After he was elected to the school board, he was later appointed school board president in 2010. As president, he led a community outreach effort to promote the newly restructured school district. He along with other board members and volunteers called district residents by phone and knocked on doors to directly engage with residents.

In August 2011, the school district superintendent John Covington suddenly resigned. Some on the board blamed West for the resignation, accusing him of being too directly involved in the operations of the school district and frustrating the superintendent. It was not until a few years later that Covington clarified to The Kansas City Star that the decision to leave was not in any way motivated by West's actions. Following this incident, West briefly resigned his presidency on the board but remained as a member. Only a month later in September 2011, he was re-elected as president by a 7–1 vote.

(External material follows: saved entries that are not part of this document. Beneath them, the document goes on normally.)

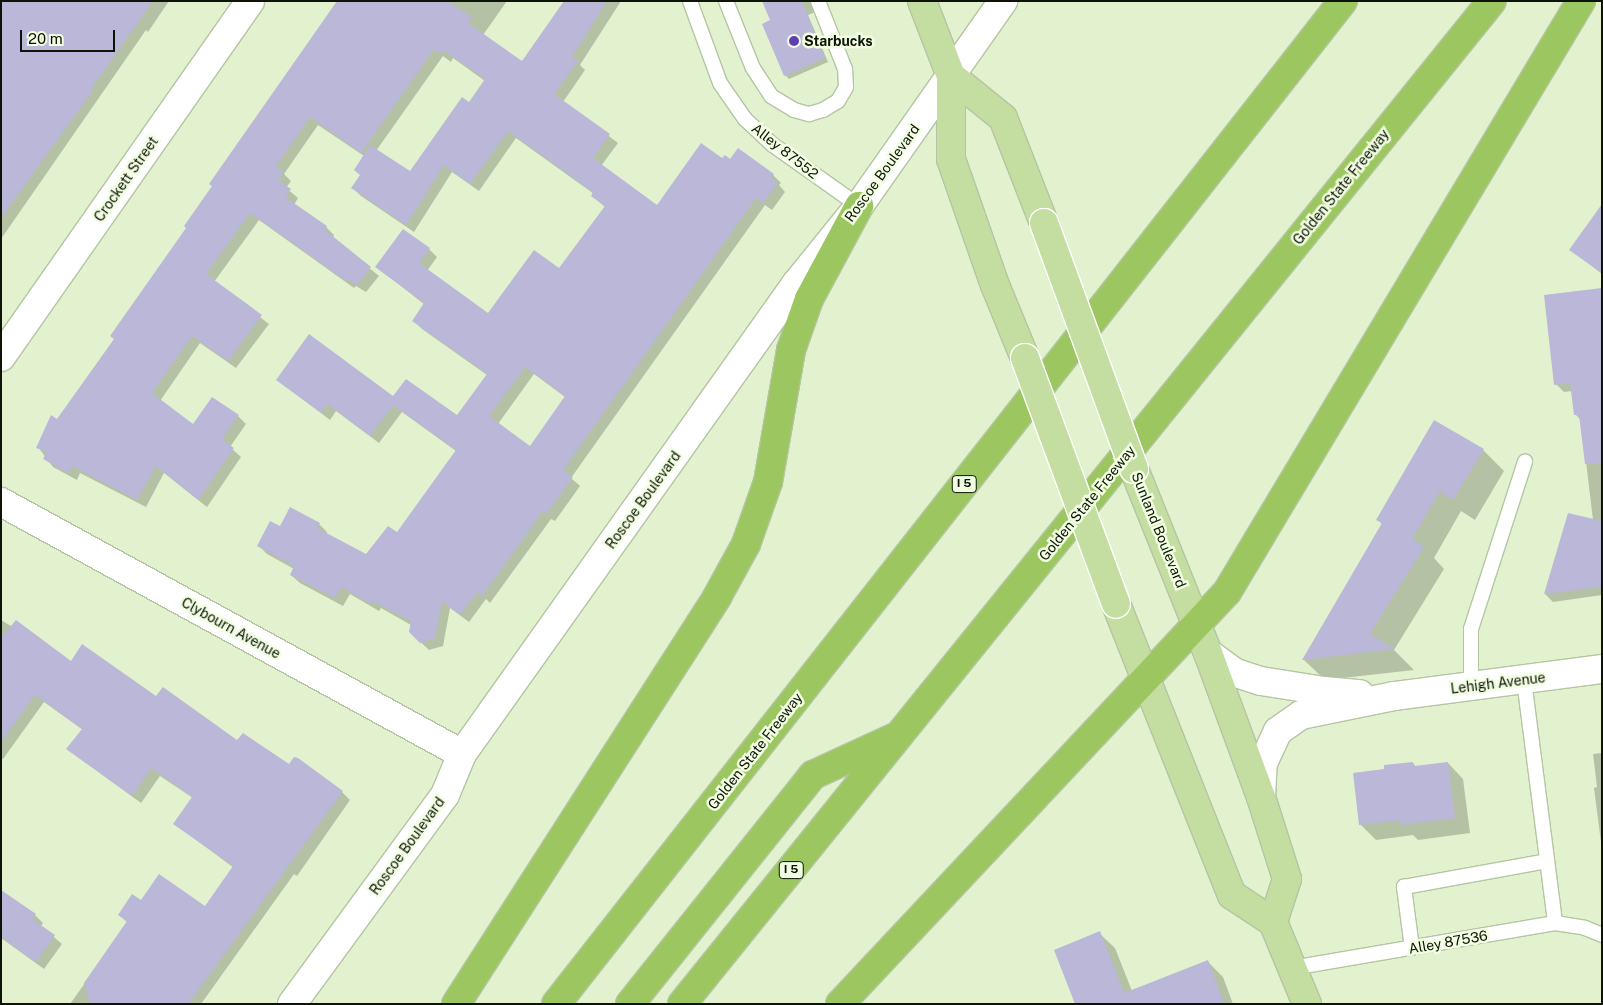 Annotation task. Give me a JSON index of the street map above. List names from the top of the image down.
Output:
{
  "streets": {
    "highway": ["Golden State Freeway", "I 5"],
    "main road": ["Sunland Boulevard"],
    "street": [
      "Roscoe Boulevard",
      "Crockett Street",
      "Clybourn Avenue",
      "Lehigh Avenue"
    ],
    "lane": ["Alley 87552", "Alley 87536"]
  },
  "crossings": [
    ["Alley 87552", "Roscoe Boulevard"],
    ["Roscoe Boulevard", "Sunland Boulevard"],
    ["Roscoe Boulevard", "Clybourn Avenue"],
    ["Sunland Boulevard", "Lehigh Avenue"]
  ],
  "places": ["Starbucks"],
  "scale_bar": "20 m"
}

In March 2012, he was again part of the direct community outreach program to re-enroll students that had dropped out of school, part of an effort to regain the school district's accreditation. In April 2012, he was re-elected to the at-large seat on the school board for another four-year term. Efforts to achieve higher enrollment levels continued in his new term with more door-to-door efforts to educate parents and register students for the school year beginning in August 2013.

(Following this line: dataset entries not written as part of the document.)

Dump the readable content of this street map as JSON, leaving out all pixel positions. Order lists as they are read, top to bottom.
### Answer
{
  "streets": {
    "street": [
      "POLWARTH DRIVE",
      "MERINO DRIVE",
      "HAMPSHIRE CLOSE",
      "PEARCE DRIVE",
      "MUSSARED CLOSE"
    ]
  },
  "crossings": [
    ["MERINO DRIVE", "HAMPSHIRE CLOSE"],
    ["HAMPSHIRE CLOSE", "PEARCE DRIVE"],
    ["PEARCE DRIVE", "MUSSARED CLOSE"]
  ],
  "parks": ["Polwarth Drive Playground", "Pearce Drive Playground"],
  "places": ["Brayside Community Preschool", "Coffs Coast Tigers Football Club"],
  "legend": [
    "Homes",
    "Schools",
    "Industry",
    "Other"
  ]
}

In 2013, West received the year's local Consensus Civility Award given by a non-profit group Consensus. He was also a finalist for the Top Urban Educator of the Year Award, which is awarded by the Council of the Great City Schools. In 2014, Missouri State School Board announced that the Kansan City School District had regained provisional accreditation. In 2016, West elected not to run again for a seat on the school board, ending his tenure on April 13. He had served eight years on the board. During his tenure, the school district made several academic and operational improvements. An audit of the school district's finances returned no concerns compared to nineteen problem areas in 2008.

Texas Deputy Commissioner of Education 
In early 2016, West officially changed his name to Airick Journey Crabill as part of an adult adoption, taking the last name of his childhood foster parents and choosing the middle name Journey which he says signifies "the journey God put him on"

In April 2016, the new Texas Commissioner of Education Mike Morath appointed Crabill as one of his Deputy Commissioners. According to the Texas Education Agency (TEA) website, Crabill is in charge of the agency's efforts to improve schools and ensure accreditation as the Deputy Commissioner of Governance. His full list of responsibilities originally included "school improvement, charters, governance, complaints management, system support & innovation, investigations, school discipline/safety, accreditation, waivers, and districts of innovation," but was curtailed later to include only "enforcement & support and governance & investigations." According to Crabill, as he frequently states, his main focus is "improving student outcomes".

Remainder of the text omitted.